Saved entries

---------------

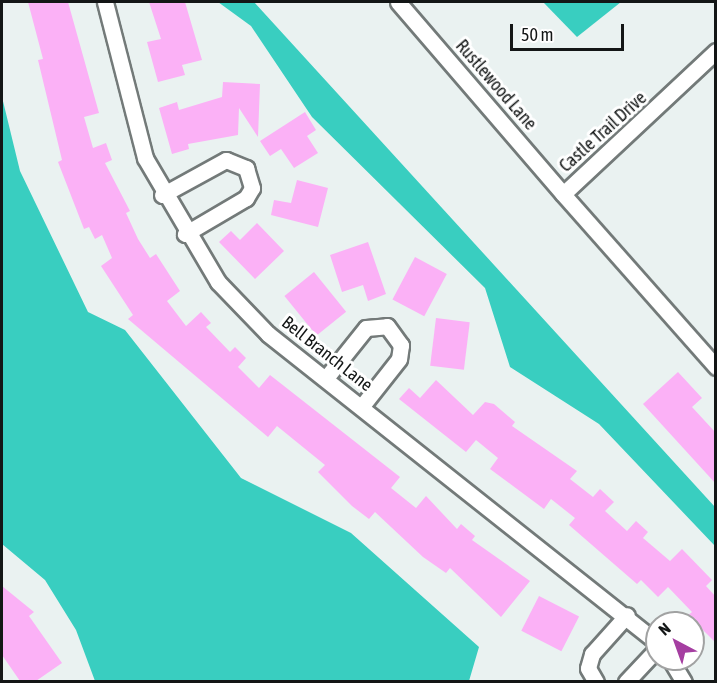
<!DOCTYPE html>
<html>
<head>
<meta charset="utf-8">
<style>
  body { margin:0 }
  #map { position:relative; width:717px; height:683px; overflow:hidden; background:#eaf2f1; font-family:"Asap Condensed",sans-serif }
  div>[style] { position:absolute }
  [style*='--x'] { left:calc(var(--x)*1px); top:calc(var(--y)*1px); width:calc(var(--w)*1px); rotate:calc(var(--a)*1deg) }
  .forest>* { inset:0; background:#39cec0 }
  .building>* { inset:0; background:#fbb1f6; transform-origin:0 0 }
  .roads { filter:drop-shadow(2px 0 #737a79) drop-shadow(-2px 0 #737a79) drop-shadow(0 2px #737a79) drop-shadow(0 -2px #737a79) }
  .minor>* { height:15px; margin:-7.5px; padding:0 7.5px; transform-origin:7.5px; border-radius:7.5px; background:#fff }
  span { translate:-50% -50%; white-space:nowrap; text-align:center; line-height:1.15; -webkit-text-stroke:6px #fff; paint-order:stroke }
  .street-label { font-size:18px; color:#131616 }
  .frame { position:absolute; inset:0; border:3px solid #131616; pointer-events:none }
  .north { position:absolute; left:645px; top:611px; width:60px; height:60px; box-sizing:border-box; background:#fff; border:2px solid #a1a2a2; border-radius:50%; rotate:319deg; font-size:16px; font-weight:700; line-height:24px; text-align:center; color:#131616 }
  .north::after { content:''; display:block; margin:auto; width:21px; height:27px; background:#a53ea1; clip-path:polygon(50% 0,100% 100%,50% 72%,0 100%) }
  .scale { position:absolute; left:510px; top:24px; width:114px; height:27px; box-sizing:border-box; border:3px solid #131616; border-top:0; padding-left:8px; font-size:18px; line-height:21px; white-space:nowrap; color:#131616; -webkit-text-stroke:4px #fff; paint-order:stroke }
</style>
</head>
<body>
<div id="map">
  <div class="forest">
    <i style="clip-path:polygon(218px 2px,254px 2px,715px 507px,715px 546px,599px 424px,510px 367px,485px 288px,312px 117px,251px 26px)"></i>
    <i style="clip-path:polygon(543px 2px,621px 2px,577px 37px)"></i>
    <i style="clip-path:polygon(2px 97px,20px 171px,88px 312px,125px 330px,241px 478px,351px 533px,479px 647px,469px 681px,95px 681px,76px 630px,45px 580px,2px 544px)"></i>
  </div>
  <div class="building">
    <i style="clip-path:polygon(28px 2px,68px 2px,99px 113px,84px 117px,93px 148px,106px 143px,112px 160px,105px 163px,130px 211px,126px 213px,138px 239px,150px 258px,156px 254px,180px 291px,167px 301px,186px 326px,201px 312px,211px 323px,206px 327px,230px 352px,235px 347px,246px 358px,238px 367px,259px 388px,270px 375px,400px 477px,391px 488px,416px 508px,426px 496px,457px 529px,461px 524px,475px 536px,472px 540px,530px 581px,501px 617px,450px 568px,446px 573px,423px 557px,375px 512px,369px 519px,352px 506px,318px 472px,325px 465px,277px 426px,268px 437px,128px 319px,133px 315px,101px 266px,112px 258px,102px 235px,95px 239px,89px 227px,84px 229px,58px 162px,62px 160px,38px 60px,43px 59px)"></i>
    <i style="clip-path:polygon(149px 2px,185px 2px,202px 60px,182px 65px,185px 75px,158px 82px,147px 42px,161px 39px)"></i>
    <i style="clip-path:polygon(223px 82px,260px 84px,258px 137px,239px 108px,238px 135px,188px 144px,189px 149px,172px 154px,159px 108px,177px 102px,179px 110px,222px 97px)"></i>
    <i style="clip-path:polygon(305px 112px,316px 130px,307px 136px,318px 153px,294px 168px,281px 149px,270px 156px,260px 141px)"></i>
    <i style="clip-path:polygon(297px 180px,328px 188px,318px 227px,271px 215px,274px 200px,291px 203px)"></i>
    <i style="clip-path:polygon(257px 223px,284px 251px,255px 279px,219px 242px,231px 231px,240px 240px)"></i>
    <i style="clip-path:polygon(368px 242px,386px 294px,368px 301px,363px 285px,342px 292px,330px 255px)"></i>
    <i style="left:415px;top:257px;width:36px;height:48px;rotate:28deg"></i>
    <i style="left:314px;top:272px;width:51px;height:38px;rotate:51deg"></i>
    <i style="left:436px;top:318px;width:34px;height:48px;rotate:7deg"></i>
    <i style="clip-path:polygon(678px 372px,702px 398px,692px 407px,716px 433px,716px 484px,643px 404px)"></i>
    <i style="clip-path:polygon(436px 380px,473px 415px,485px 402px,494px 404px,515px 422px,512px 426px,577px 471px,570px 479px,593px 497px,600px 489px,614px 502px,605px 511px,627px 531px,636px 521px,648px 532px,643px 538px,670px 561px,682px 549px,712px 580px,706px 586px,716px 597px,716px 643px,701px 628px,693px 635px,693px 623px,679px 623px,692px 612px,668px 587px,658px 597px,641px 580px,637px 584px,569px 525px,575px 518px,551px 499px,544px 509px,490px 469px,498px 458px,476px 440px,466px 452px,399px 399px,409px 388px,420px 398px)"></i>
    <i style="clip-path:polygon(2px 586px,34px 612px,29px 616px,62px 663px,36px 681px,20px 681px,2px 655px)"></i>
    <i style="left:539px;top:596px;width:45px;height:39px;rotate:27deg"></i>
  </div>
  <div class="roads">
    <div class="minor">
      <i style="--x:105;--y:2;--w:161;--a:75.6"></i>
      <i style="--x:145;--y:158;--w:144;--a:59.5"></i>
      <i style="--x:218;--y:282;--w:72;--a:46.1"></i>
      <i style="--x:268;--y:334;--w:496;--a:38.4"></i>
      <i style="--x:398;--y:2;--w:253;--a:49.3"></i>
      <i style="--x:716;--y:51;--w:209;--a:136.9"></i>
      <i style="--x:563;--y:194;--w:231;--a:48.5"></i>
      <i style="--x:162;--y:195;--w:73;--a:-28.7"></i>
      <i style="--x:226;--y:160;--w:22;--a:22"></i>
      <i style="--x:246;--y:168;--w:21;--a:73"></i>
      <i style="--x:252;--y:188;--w:12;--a:121"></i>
      <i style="--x:246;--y:198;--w:71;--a:149.5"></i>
      <i style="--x:326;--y:378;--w:64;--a:-51.3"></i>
      <i style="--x:366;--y:328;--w:21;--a:-5"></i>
      <i style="--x:387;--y:326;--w:24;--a:54"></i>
      <i style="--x:401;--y:345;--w:14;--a:98"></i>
      <i style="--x:399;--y:359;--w:60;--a:128.2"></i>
      <i style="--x:670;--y:659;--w:27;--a:59"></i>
      <i style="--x:596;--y:682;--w:16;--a:-120"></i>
      <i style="--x:588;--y:668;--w:15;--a:-74"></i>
      <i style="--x:592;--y:654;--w:52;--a:-48.1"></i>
      <i style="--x:626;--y:682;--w:45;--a:-46.8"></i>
    </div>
  </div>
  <div class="street-label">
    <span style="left:496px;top:85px;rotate:49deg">Rustlewood Lane</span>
    <span style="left:603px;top:132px;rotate:-42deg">Castle Trail Drive</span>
    <span style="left:327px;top:354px;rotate:38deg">Bell Branch Lane</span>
  </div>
  <div class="frame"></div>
  <div class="north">N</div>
  <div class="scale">50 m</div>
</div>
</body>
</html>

---------------

Exercise aim: Pictures stay out. Repeat only the lines from the beginning of the data through the line that has "filter:drop-shadow(2px 0 #737a79)".

Result for this exercise:
<!DOCTYPE html>
<html>
<head>
<meta charset="utf-8">
<style>
  body { margin:0 }
  #map { position:relative; width:717px; height:683px; overflow:hidden; background:#eaf2f1; font-family:"Asap Condensed",sans-serif }
  div>[style] { position:absolute }
  [style*='--x'] { left:calc(var(--x)*1px); top:calc(var(--y)*1px); width:calc(var(--w)*1px); rotate:calc(var(--a)*1deg) }
  .forest>* { inset:0; background:#39cec0 }
  .building>* { inset:0; background:#fbb1f6; transform-origin:0 0 }
  .roads { filter:drop-shadow(2px 0 #737a79) drop-shadow(-2px 0 #737a79) drop-shadow(0 2px #737a79) drop-shadow(0 -2px #737a79) }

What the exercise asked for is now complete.